Apollo: An Exploration of Video Understanding in Large Multimodal Models

Zohar, Orr, Wang, Xiaohan, Dubois, Yann, Mehta, Nikhil, Xiao, Tong, Hansen-Estruch, Philippe, Yu, Licheng, Wang, Xiaofang, Juefei-Xu, Felix, Zhang, Ning, Yeung-Levy, Serena, Xia, Xide

arXiv.org Artificial Intelligence 

Despite the rapid advancements in language and image-language modeling (Hoffmann et al., 2022; Brown, 2020; Yang et al., 2024; Liu et al., 2024a; Alayrac et al., 2022; Laurençon et al., 2024a; OpenAI, 2024), the development of video Large Multimodal Models (video-LMMs) has not kept pace. Videos provide a rich, dynamic information source, capturing nuanced temporal and spatial features beyond the reach of static images. However, video-LMMs remain under-explored, hampered by unique challenges: notably higher computational demands and a broader, more complex design space compared to their image-based counterparts (Li et al., 2023a, 2025; Liu et al., 2024d; Li et al., 2024b; Xu et al., 2024a).
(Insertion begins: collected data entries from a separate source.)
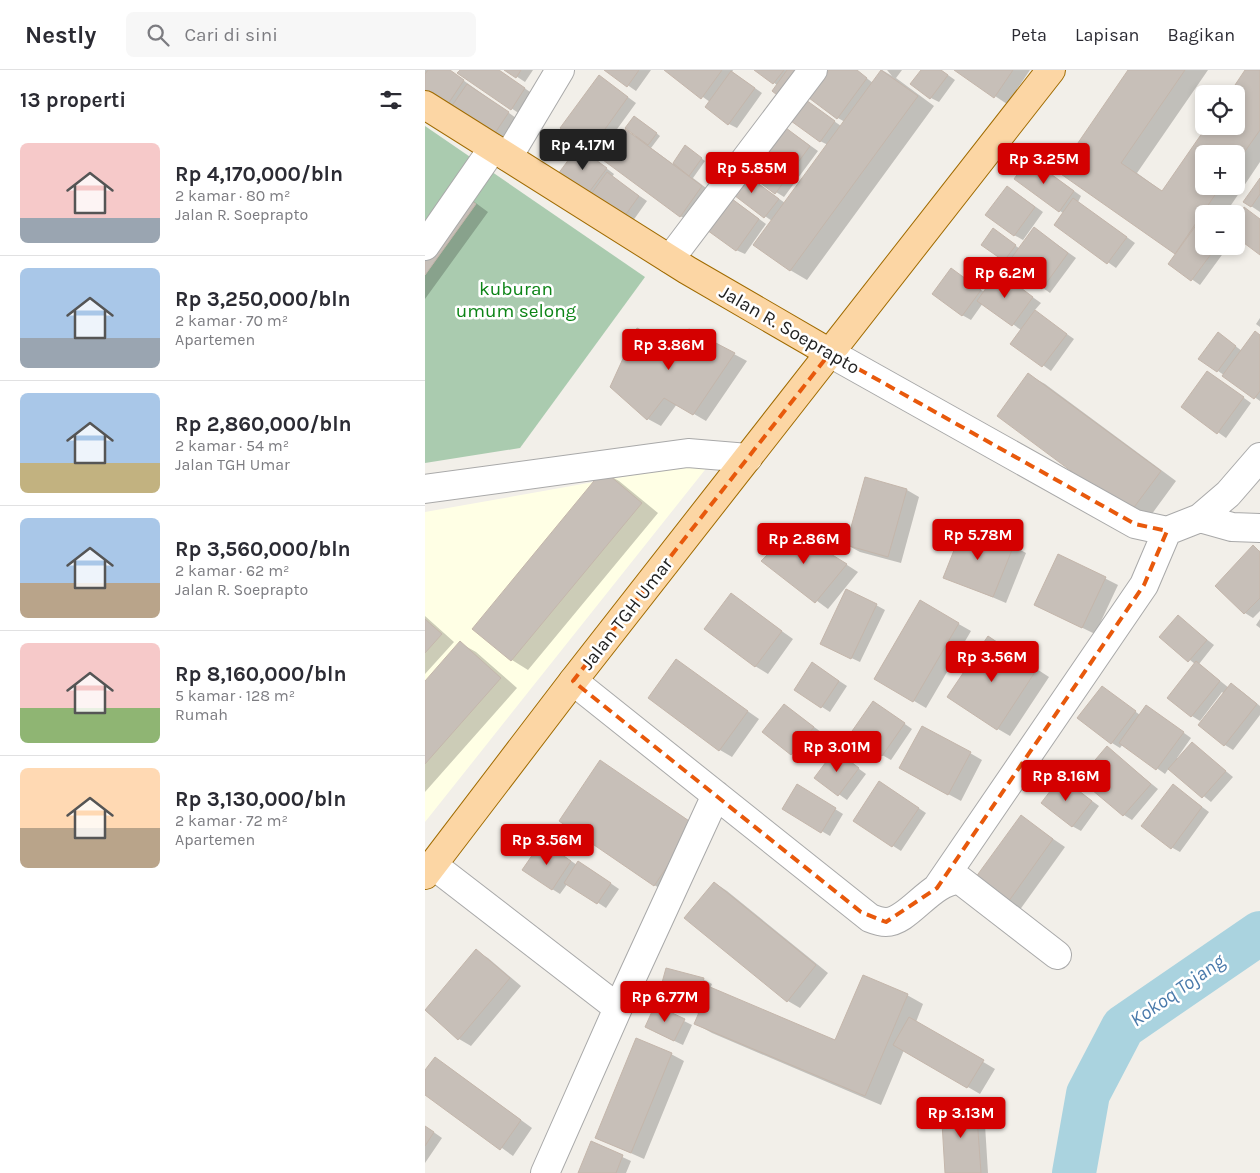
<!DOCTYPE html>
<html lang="id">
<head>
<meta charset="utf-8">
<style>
	:root { --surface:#fff; --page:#f7f7f7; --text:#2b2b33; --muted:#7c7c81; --line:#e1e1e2; --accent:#d40000 }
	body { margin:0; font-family:Karla,sans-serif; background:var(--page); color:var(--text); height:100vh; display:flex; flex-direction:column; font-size:19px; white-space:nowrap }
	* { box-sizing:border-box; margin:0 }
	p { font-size:16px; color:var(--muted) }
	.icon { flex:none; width:28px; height:28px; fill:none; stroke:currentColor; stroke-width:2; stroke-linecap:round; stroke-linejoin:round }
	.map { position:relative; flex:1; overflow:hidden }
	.side { display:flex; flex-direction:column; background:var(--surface); width:425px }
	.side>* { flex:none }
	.controls { position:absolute; left:770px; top:15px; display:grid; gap:10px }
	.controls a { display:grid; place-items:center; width:50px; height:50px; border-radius:8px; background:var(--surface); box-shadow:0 2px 8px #0003; font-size:25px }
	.price { position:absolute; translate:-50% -42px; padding:0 11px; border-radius:5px; background:var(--accent); color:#fff; font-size:16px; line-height:32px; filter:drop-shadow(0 1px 2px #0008) }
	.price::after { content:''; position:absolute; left:50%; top:30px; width:15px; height:11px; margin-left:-8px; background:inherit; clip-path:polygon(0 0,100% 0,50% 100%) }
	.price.on { background:#222; color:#fff }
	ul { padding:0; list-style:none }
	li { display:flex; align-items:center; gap:15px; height:125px; padding:0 20px }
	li+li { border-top:1px solid var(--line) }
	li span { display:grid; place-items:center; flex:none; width:140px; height:100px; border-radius:8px; color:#555 }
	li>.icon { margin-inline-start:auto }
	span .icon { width:60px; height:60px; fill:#fffc; stroke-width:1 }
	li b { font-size:21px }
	h2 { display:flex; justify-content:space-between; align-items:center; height:60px; padding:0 20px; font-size:21px }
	header { display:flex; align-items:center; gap:30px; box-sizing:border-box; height:70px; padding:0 25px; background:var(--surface); border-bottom:1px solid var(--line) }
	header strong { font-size:24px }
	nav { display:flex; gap:28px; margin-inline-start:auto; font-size:18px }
	.search { width:350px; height:45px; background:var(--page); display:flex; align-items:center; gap:12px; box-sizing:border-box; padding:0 18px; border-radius:8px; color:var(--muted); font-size:19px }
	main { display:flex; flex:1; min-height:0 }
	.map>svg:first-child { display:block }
</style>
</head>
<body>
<header>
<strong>Nestly</strong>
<div class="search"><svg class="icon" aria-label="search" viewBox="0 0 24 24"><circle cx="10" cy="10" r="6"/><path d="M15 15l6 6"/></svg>Cari di sini</div>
<nav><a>Peta</a><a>Lapisan</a><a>Bagikan</a></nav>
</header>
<main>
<section class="side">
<h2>13 properti<svg class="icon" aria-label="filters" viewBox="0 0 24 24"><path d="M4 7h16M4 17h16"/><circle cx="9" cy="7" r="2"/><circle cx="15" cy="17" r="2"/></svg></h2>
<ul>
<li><span style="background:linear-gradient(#f6c9c9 75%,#9aa5b1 0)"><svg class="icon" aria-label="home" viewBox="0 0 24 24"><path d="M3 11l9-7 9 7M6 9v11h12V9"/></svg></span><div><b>Rp 4,170,000/bln</b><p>2 kamar · 80 m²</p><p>Jalan R. Soeprapto</p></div></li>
<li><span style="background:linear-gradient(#a9c7e8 70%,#9aa5b1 0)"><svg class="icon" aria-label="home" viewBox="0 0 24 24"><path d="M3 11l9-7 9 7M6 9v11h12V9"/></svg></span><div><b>Rp 3,250,000/bln</b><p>2 kamar · 70 m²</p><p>Apartemen</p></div></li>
<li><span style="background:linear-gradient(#a9c7e8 70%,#c2b280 0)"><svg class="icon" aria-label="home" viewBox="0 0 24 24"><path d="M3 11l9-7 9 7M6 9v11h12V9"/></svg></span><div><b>Rp 2,860,000/bln</b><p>2 kamar · 54 m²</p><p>Jalan TGH Umar</p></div></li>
<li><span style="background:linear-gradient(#a9c7e8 65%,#b9a48a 0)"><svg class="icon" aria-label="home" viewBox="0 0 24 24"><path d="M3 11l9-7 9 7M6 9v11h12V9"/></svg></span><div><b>Rp 3,560,000/bln</b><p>2 kamar · 62 m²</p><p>Jalan R. Soeprapto</p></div></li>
<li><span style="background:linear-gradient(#f6c9c9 65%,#8fb573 0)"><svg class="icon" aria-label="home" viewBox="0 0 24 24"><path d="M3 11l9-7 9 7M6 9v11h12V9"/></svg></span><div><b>Rp 8,160,000/bln</b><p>5 kamar · 128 m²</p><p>Rumah</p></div></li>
<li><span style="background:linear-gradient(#ffd9b3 60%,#b9a48a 0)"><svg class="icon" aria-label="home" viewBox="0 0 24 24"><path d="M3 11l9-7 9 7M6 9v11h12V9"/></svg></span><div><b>Rp 3,130,000/bln</b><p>2 kamar · 72 m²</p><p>Apartemen</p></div></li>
</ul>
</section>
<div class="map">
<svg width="835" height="1103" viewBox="0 0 835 1103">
	<rect width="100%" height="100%" fill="#f2efe9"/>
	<path fill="#ffffe5" d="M 287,391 L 0,752 L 0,442 Z"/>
	<path fill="#aacbaf" d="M 0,56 L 220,207 L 95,378 L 0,393 Z"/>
	<path fill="#0003" fill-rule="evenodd" d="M 0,0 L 24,0 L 91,48 L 75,73 L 0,21 Z
		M 36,0 L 73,0 L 108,24 L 95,44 L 34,3 Z
		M 82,0 L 108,0 L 100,12 Z
		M 181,0 L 226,0 L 211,21 Z
		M 240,0 L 308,0 L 307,2 L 337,23 L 312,58 L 304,54 L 285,32 Z
		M 331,0 L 385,0 L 352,15 Z
		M 405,0 L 431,0 L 448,13 L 457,0 L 467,6 L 462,0 L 477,0 L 471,8 L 509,36 L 382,210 L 365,200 L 347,151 L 302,119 L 323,107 L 360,133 L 403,75 L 395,71 L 389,37 L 416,56 L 420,52 L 413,48 Z
		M 497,0 L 516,0 L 530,10 L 514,32 L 506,28 Z
		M 531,0 L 605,0 L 582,34 Z
		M 705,0 L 783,0 L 712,103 L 738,122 L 783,56 L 811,56 L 822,0 L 835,0 L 835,92 L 800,144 L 779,144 L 779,176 L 802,178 L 775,215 L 745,194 L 752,183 L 635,102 ZM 779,84 L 811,84 L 811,116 L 779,116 Z
		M 182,12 L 211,33 L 174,84 L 166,79 Z
		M 213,49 L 235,66 L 226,78 L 248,94 L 261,77 L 280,91 L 268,108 L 289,124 L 268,153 L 255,146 L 201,61 L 212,67 Z
		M 369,64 L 393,81 L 359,127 L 351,122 Z
		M 161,83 L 189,104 L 187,107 L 222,131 L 205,155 L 163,124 Z
		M 612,94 L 656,126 L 653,132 L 710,173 L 691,198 L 630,154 L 638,143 L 635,141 Z
		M 835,111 L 835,142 L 826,136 Z
		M 590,122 L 618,142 L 598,170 L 589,165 Z
		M 44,128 L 63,142 L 0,229 L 0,165 Z
		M 307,129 L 341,154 L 320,184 L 311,180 Z
		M 610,159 L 651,188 L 625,223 L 579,190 L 572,162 L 595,179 Z
		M 527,200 L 559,222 L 574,203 L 616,233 L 609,241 L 649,269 L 626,301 L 587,273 L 596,260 L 558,233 L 546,250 L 537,245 Z
		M 835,248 L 835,257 L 831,254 Z
		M 264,260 L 322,291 L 281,351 L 252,334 L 236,356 L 223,349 L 187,317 Z
		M 835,266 L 835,331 L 775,288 L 801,269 L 817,281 Z
		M 783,302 L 826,333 L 801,368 L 758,337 Z
		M 604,305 L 620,314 L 751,411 L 721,452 L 705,443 Z
		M 178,402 L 194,411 L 233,443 L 103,600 L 87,590 L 49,558 Z
		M 482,420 L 494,427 L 476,493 L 435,482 L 422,475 Z
		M 380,468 L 433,502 L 403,539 L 338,491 Z
		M 588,476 L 601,483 L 581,533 L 520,507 Z
		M 828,477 L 835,481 L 835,541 L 828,548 L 820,543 L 791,516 Z
		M 634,485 L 693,515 L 670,564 L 623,541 Z
		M 306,525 L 368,569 L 343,604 L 330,596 Z
		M 495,532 L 546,561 L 501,638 L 450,608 Z
		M 451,535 L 460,540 L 435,592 L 405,578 Z
		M 0,546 L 29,572 L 0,604 Z
		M 753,547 L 789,575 L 774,594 L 804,618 L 807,615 L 815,620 L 835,636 L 835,645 L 808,680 L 800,675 L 799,624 L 797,622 L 775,651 L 767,646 L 770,594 L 736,567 Z
		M 835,549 L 835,558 L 831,555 Z
		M 35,573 L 51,582 L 92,618 L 0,722 L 0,613 Z
		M 575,575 L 624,607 L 585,666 L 573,659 Z
		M 251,591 L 334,649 L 307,687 L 295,680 Z
		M 396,599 L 422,616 L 405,642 L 397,637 Z
		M 677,617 L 715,645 L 722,636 L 766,668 L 752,688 L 754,689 L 767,673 L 808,707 L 786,732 L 744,698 L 740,704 L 698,674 L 695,678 L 687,673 Z
		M 359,635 L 396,662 L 375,689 L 339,662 Z
		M 457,638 L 487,659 L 466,690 L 457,685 Z
		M 682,678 L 733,719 L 707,750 L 699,745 Z
		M 545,683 L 557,690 L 536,731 L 488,705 Z
		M 418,687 L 441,704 L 422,730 L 391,708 Z
		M 175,692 L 285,765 L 245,824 L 229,815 Z
		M 636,708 L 674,736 L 656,761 L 647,756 Z
		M 373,716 L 418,744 L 405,766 L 359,739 Z
		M 749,716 L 784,742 L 755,782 L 746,777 Z
		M 463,718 L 501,743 L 476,781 L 429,751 Z
		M 596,747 L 640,777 L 594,841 L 581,834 Z
		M 126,777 L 152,795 L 162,797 L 194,819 L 181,838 L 143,813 L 135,824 L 127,819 Z
		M 290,813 L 302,821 L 403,903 L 375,938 L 363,931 Z
		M 51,881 L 63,888 L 96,916 L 46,976 L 34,969 L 1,941 Z
		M 278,909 L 287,914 L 285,919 L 411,972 L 482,925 L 498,934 L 491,952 L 570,999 L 555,1024 L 479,980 L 456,1035 L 287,963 L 271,954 L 275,944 L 241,935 L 233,931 Z
		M 231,937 L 267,955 L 258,975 L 230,962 Z
		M 246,984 L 259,991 L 219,1089 L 172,1068 Z
		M 22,996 L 107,1058 L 88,1086 L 0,1023 L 0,1001 Z
		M 551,1035 L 559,1039 L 563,1103 L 522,1103 Z
		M 0,1056 L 17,1068 L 0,1093 Z
		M 167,1073 L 206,1091 L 201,1103 L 155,1103 Z"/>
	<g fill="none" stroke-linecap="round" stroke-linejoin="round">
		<path stroke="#aad3df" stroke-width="44" d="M 649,1103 L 663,1024 L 698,957 L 835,863"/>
	</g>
	<path fill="#c7bfb8" stroke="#c4b6ab" d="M 3,0 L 25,0 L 39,10 L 21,37 L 0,22 L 0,4 Z
		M 35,0 L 74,0 L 100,18 L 86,40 L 32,3 Z
		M 79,0 L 96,0 L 91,8 Z
		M 179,0 L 214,0 L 202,17 Z
		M 239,0 L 297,0 L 276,29 Z
		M 329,0 L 359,0 L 348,14 Z
		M 362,0 L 384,0 L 361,32 L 347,21 Z
		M 404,0 L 432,0 L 442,8 L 412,49 L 384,28 Z
		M 456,0 L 493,26 L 365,201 L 328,175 Z
		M 496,0 L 516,0 L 523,5 L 505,29 L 485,14 Z
		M 529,0 L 588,0 L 569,28 Z
		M 703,0 L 760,0 L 696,93 L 737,121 L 782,56 L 811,56 L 811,24 L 804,24 L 820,0 L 835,0 L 835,60 L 811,94 L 811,84 L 779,84 L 779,116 L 796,116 L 750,184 L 633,102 Z
		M 306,1 L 330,18 L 303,55 L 280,37 Z
		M 174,5 L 203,27 L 165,80 L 135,58 Z
		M 42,14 L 84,42 L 66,69 L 24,40 Z
		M 381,30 L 410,51 L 395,72 L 366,51 Z
		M 209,46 L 232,63 L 223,75 L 200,58 Z
		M 361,58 L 385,76 L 350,124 L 326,106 Z
		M 200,59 L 277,116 L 255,147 L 178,90 Z
		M 260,75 L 277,88 L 264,106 L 248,93 Z
		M 153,77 L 182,98 L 162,125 L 133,104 Z
		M 604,88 L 649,121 L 634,142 L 589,109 Z
		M 315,100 L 354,129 L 339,148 L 301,119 Z
		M 182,102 L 214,126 L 196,151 L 164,127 Z
		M 835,108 L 835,124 L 826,137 L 818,132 Z
		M 582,116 L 610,137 L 589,166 L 560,145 Z
		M 31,119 L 51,134 L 0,205 L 0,163 Z
		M 299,123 L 334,149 L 311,181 L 275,155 Z
		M 648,128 L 702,167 L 682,194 L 629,155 Z
		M 819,137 L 835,149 L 835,185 L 811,167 L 811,148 Z
		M 772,154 L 779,160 L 779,176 L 792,176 L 766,211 L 743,194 Z
		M 609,157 L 643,183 L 617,219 L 582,194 Z
		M 568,158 L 591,175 L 579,191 L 556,175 Z
		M 526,198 L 556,220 L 537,246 L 507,224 Z
		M 573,201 L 608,227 L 587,256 L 552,231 Z
		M 610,240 L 642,264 L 617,297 L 585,274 Z
		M 212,258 L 244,274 L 264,259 L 310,283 L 268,345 L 239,328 L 222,350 L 185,317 Z
		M 830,261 L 835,265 L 835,321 L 829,329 L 797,306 Z
		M 793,262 L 811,276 L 792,302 L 773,289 Z
		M 782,301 L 819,327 L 792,364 L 756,337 Z
		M 603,303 L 736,401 L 704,444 L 572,346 Z
		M 178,400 L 217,433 L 86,591 L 47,559 Z
		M 440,407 L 482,419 L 463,487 L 421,475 Z
		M 539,455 L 589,475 L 568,527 L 518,508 Z
		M 367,460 L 422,494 L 390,533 L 336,491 Z
		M 828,475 L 835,482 L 835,528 L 819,544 L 790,516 Z
		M 633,484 L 681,507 L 657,558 L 609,535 Z
		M 421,519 L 452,534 L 426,589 L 395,574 Z
		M 306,523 L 357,561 L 330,597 L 279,559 Z
		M 495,530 L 534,553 L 488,632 L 449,609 Z
		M 753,545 L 782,570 L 763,592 L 734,567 Z
		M 0,549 L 17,564 L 0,583 Z
		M 563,566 L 612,599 L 572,660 L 522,627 Z
		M 35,571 L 76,608 L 0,694 L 0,611 Z
		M 251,589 L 323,641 L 294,681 L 223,628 Z
		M 771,591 L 795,611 L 766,647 L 742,628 Z
		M 387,592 L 414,611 L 396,638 L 369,620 Z
		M 806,613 L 832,634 L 799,676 L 773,655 Z
		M 677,616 L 711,641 L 686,674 L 652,648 Z
		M 448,631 L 480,653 L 457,686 L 425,664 Z
		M 359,634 L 389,657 L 366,685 L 337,662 Z
		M 721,635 L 759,662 L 731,700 L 694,673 Z
		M 497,656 L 546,682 L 523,725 L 474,698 Z
		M 767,672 L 801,701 L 777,728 L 743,699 Z
		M 682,676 L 726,714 L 698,746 L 654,709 Z
		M 410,680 L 434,698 L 413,726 L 389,708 Z
		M 175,690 L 270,755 L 229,816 L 134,751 Z
		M 636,707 L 667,731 L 647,757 L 616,733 Z
		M 454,711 L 494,738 L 467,777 L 428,751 Z
		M 372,714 L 411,738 L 396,763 L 357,739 Z
		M 748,714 L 777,737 L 746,779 L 716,756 Z
		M 596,745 L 628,769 L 581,835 L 548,811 Z
		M 117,771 L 146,791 L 127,820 L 97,800 Z
		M 153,791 L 186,813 L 172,834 L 139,813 Z
		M 289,812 L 391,895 L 362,932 L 259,848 Z
		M 51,879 L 85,908 L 33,970 L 0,940 Z
		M 241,898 L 279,908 L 270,941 L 232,931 Z
		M 438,905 L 483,924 L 440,1026 L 269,954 L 285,917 L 410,970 Z
		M 230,935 L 260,949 L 249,971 L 220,957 Z
		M 484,947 L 559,990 L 542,1018 L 468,975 Z
		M 211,968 L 247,983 L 206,1083 L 170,1068 Z
		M 10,987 L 96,1050 L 75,1080 L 0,1025 L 0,1000 Z
		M 551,1033 L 556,1103 L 520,1103 L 516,1036 Z
		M 0,1056 L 9,1062 L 0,1076 Z
		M 166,1071 L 198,1085 L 191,1103 L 153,1103 Z"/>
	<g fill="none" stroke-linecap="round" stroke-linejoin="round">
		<defs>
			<path id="minor" d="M 83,87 L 135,0
				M 0,176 L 68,78
				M 245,189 L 388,0
				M 405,283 L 710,454 L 742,461
				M 0,419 L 263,383 L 323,388
				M 775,448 L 807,457 L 835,458
				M 742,461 L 775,448 L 803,424 L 835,387
				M 148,611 L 445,848 C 450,850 456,852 461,852 C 484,852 506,810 535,810 L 632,885
				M 8,795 L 193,938 L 120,1103
				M 512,818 L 719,515 L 742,461
				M 193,938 L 291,725"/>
			<path id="major" d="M 0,35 L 262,200 L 405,283
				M 0,805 L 148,611 L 626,0"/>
		</defs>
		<use href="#minor" stroke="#a9a9a9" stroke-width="30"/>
		<use href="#major" stroke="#a06b00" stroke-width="30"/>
		<use href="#minor" stroke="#fff" stroke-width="28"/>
		<use href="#major" stroke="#fcd6a4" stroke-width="28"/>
	</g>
	<path fill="none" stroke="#e8590c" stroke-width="4" stroke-dasharray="10 6" stroke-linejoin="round" d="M 405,283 L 710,454 L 742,461 L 719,515 L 512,818 L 461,852 L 436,842 L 148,611 Z"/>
	<g text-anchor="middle" stroke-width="5" stroke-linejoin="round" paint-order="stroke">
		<g font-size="19" fill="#0c8416" stroke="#fff">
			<text x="91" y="225">kuburan<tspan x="91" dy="22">umum selong</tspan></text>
		</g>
		<g font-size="19" fill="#222" stroke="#fff">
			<text transform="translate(365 259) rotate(30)" y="7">Jalan R. Soeprapto</text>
			<text transform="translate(201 543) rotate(-52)" y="7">Jalan TGH Umar</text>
		</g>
		<g font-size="20" font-style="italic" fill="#4a7aab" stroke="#fff">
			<text transform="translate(752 920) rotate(-35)" y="7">Kokoq Tojang</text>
		</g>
	</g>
</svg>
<div class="controls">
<a><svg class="icon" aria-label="locate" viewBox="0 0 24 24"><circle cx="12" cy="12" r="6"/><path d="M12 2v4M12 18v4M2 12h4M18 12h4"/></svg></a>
<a>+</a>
<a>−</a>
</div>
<b class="price on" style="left:158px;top:101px">Rp 4.17M</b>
<b class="price" style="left:619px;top:115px">Rp 3.25M</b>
<b class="price" style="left:327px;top:124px">Rp 5.85M</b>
<b class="price" style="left:580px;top:229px">Rp 6.2M</b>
<b class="price" style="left:244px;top:301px">Rp 3.86M</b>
<b class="price" style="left:553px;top:491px">Rp 5.78M</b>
<b class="price" style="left:379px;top:495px">Rp 2.86M</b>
<b class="price" style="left:567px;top:613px">Rp 3.56M</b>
<b class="price" style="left:412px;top:703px">Rp 3.01M</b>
<b class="price" style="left:641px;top:732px">Rp 8.16M</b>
<b class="price" style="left:122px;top:796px">Rp 3.56M</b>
<b class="price" style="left:240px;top:953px">Rp 6.77M</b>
<b class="price" style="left:536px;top:1069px">Rp 3.13M</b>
</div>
</main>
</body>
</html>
Many fundamental questions about video-LMM design remain unanswered: How should videos be sampled? Which vision encoders yield optimal representations? What are the best practices for resampling video tokens? Early approaches primarily extended image-LMMs directly (Xu et al., 2024b; Kim et al., 2024; Wu, 2024; Zhang et al., 2024e) or with video-specific fine-tuning (Li et al., 2023a; Zhang et al., 2023; Maaz et al., 2023). Recent methods introduced diverse design choices, such as longer context windows (Zhang et al., 2024e), multi-modality mixing (Li et al., 2024a,c), agent workflows (Wang et al., 2024c), self-training (Zohar et al., 2024), and more. Despite these efforts, the impact of these design decisions on video-LMM performance is poorly understood.